Major vascular complications related to the access occurred in 3.9% of those treated with Manta and 1.6% of those treated with ProGlide. Minor access site-related vascular complications occurred in 15.5% and 10.5% of those treated with Manta and ProGlide, respectively. The time to complete hemostasis was 80 seconds with Manta versus 240 seconds with the suture-based device (P < 0.001).
Abdel-Wahab pointed out that Manta has been around for several years and operators participating in the trial were experienced with its use. In terms of their results, Abdel-Wahab said that while the device-failure rate was similar between the two closure strategies, managing device failures varies.
“It’s quite more complex with Manta,” he said. “With Manta, you don’t have the opportunity if it fails to use another device. It’s all or nothing. It either works or it fails, and if it fails, you need to manage it percutaneously with balloons, stents, or even surgically. We didn’t need surgery in our trial, but we needed stents in the vast majority of patients where the Manta device failed. If you need to intervene, then you have a longer procedure, more bleeding, and so on. If ProGlide fails, you can add additional devices, and you can even switch to Manta as a bailout strategy. You can avoid these complex endovascular interventions and surgery.”
Going forward, Abdel-Wahab said that the suture-based approach is their first choice, but they still have the collagen plug-based device on their shelves in case it’s needed as a bailout strategy when the suture-based strategy fails.
Nicolas Van Mieghem, MD, PhD (Thoraxcenter, Erasmus Medical Center, Rotterdam, the Netherlands), who commented on the study during a morning press conference, also emphasized the importance of experience with large-bore vascular closure devices. Like the smaller MASH trial, where he was the senior investigator, these new data favor the suture-based ProGlide device, although the overall rates of vascular complications were lower in MASH than in CHOICE-CLOSURE. Like Abdel-Wahab, Van Mieghem said that complications with the Manta device do pose problems.
“Bailout maneuvers with Manta, at times, require a covered stent or surgery,” he said. “That’s different than with suture-based closure where you have more percutaneous options.”
Additionally, Abdel-Wahab noted that the rate of pseudoaneurysm was significantly higher with Manta (6.2% vs 1.2%; P = 0.005).
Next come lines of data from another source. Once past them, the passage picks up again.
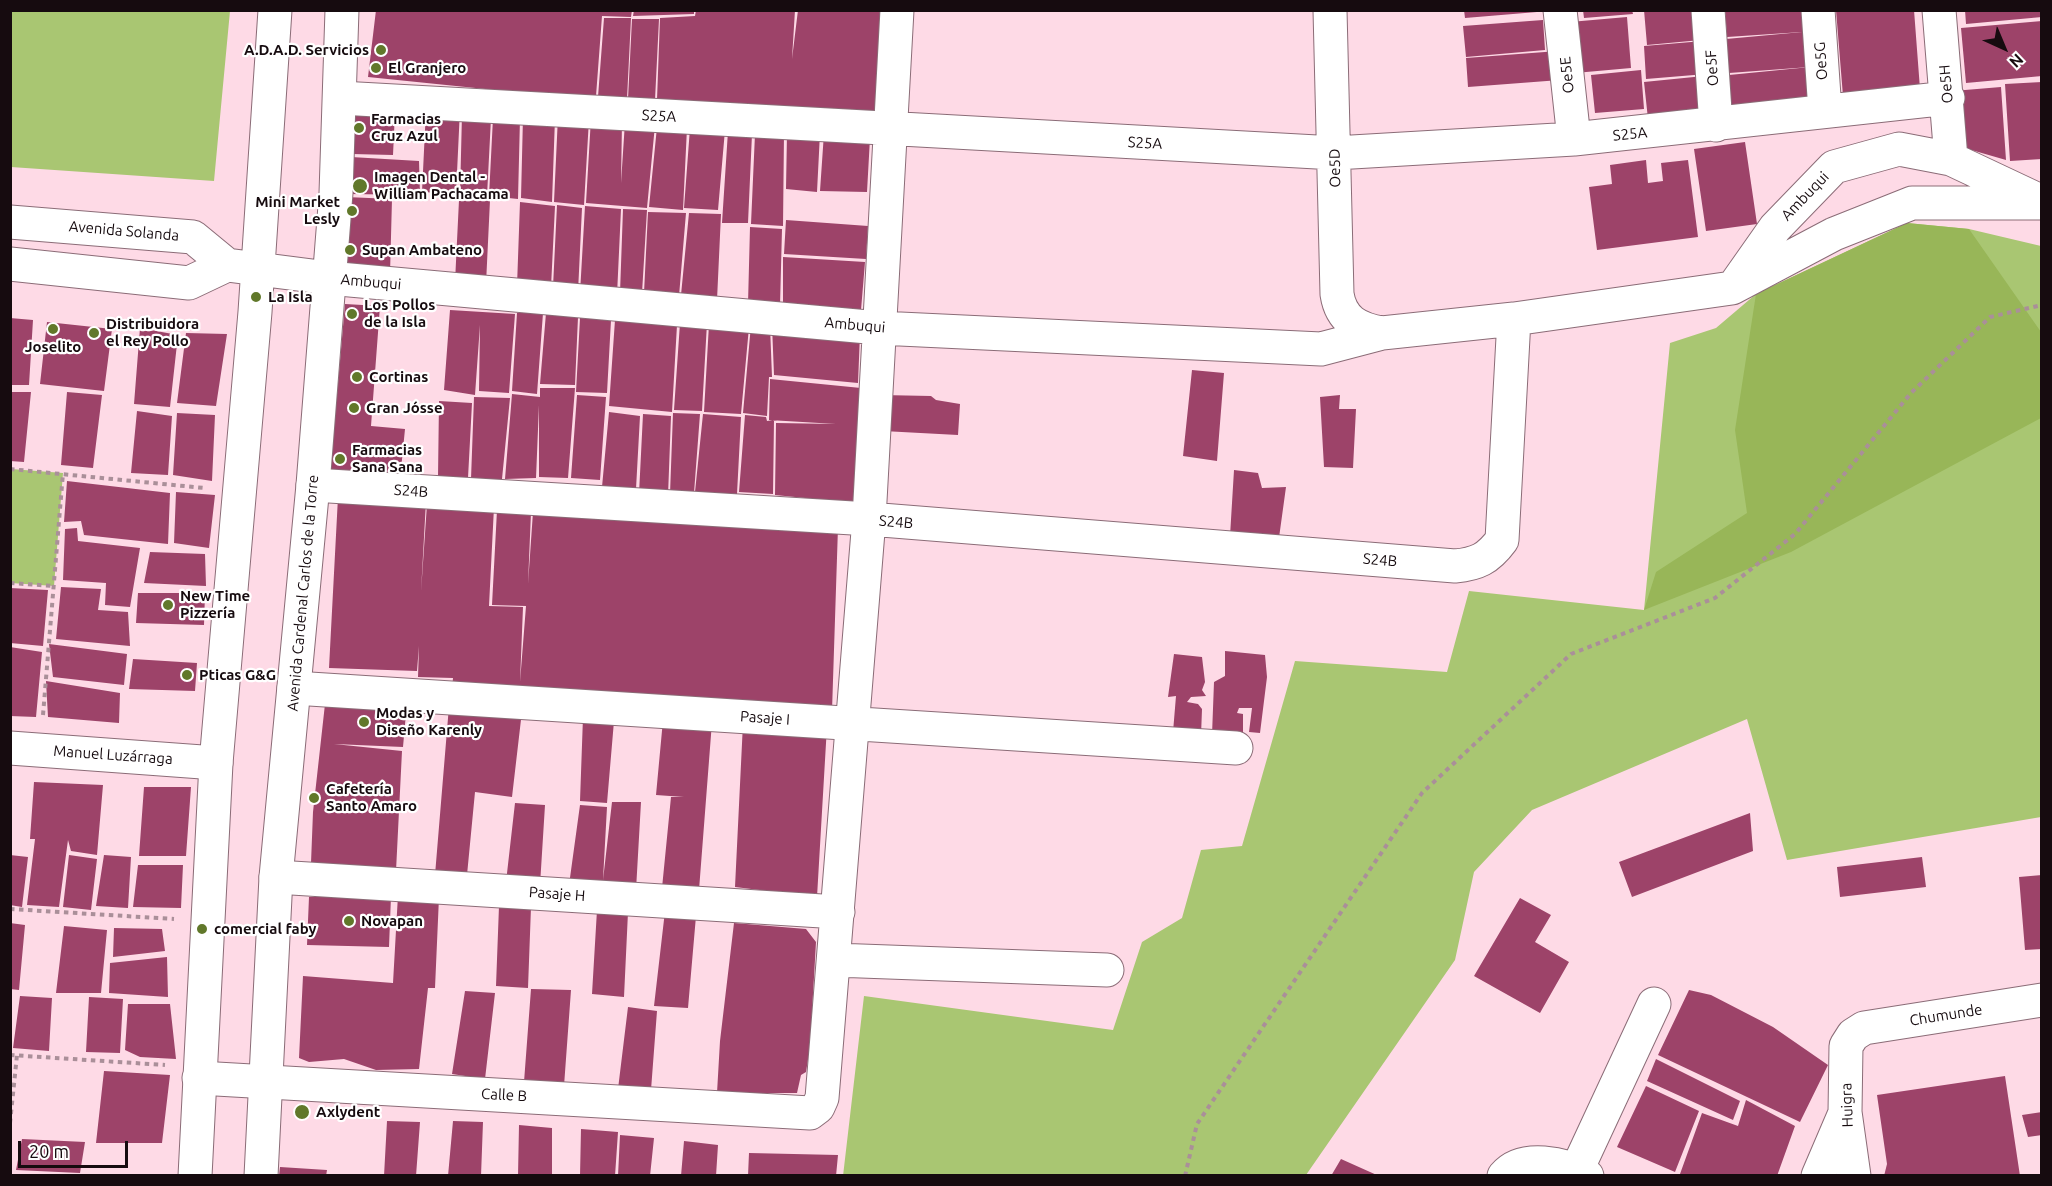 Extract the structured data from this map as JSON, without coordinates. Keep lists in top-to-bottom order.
{
  "streets": {
    "street": [
      "Oe5G",
      "Oe5F",
      "Oe5E",
      "Oe5H",
      "S25A",
      "Oe5D",
      "Ambuqui",
      "Avenida Solanda",
      "S24B",
      "Avenida Cardenal Carlos de la Torre",
      "Pasaje I",
      "Manuel Luzárraga",
      "Pasaje H",
      "Chumunde",
      "Calle B",
      "Huigra"
    ]
  },
  "crossings": [
    ["Oe5G", "S25A"],
    ["Oe5F", "S25A"],
    ["Oe5E", "S25A"],
    ["Oe5H", "S25A"],
    ["Oe5H", "Ambuqui"],
    ["S25A", "Oe5D"],
    ["S25A", "Avenida Cardenal Carlos de la Torre"],
    ["Oe5D", "Ambuqui"],
    ["Ambuqui", "S24B"],
    ["Ambuqui", "Avenida Cardenal Carlos de la Torre"],
    ["S24B", "Avenida Cardenal Carlos de la Torre"],
    ["Avenida Cardenal Carlos de la Torre", "Pasaje I"],
    ["Avenida Cardenal Carlos de la Torre", "Pasaje H"],
    ["Avenida Cardenal Carlos de la Torre", "Calle B"],
    ["Chumunde", "Huigra"]
  ],
  "places": [
    "A.D.A.D. Servicios",
    "El Granjero",
    "Farmacias Cruz Azul",
    "Imagen Dental - William Pachacama",
    "Mini Market Lesly",
    "Supan Ambateno",
    "La Isla",
    "Los Pollos de la Isla",
    "Joselito",
    "Distribuidora el Rey Pollo",
    "Cortinas",
    "Gran Jósse",
    "Farmacias Sana Sana",
    "New Time Pizzería",
    "Pticas G&G",
    "Modas y Diseño Karenly",
    "Cafetería Santo Amaro",
    "Novapan",
    "comercial faby",
    "Axlydent"
  ],
  "scale_bar": "20 m",
  "north": "bottom right"
}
It’s possible that the complete and faster rate of hemostasis might have given operators a false sense of security whereby they didn’t provide sufficient manual compression at the access site and this might have led to more subacute localized bleeding.
To TCTMD, Alkhouli said their center performs between 500 to 600 TAVIs annually and they use the suture-based closure strategy. “There are some cases where there is some bleeding and you need a bit more [manual] pressure, but in general, it’s an effective way of handling large-bore access [closure],” said Alkhouli. While the collagen plug-based vascular closure device might not be needed in contemporary TAVI, he said the technology is still relevant and might be used in cases requiring venous access.
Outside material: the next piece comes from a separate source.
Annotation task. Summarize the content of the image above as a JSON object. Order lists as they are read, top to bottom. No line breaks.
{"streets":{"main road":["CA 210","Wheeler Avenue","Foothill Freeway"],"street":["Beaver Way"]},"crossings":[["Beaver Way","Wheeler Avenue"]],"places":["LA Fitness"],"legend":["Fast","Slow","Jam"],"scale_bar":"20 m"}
“I can see it potentially being used in the future in veins, where we’re doing very large-bore access for a tricuspid valve replacement or mitral valve replacement and venous access is needed,” he said. “Still, I’m not sure a collagen-based [device] will be the right answer—veins are completely different.”
Abdel-Wahab M, Hartung P, Dumpies O, et al. Comparison of a pure plug-based versus a primary suture-based vascular closure device strategy for transfemoral transcatheter aortic valve replacement: the CHOICE-CLOSURE randomized clinical trial. Circulation 2021;Epub ahead of print.
- Abdel-Wahab reports speaker’s honoraria and/or consultancy fees paid to his hospital from Medtronic and Boston Scientific.
- Alkhouli reports consultant fees/honoraria/speaker’s bureau fees from Boston Scientific and Philips.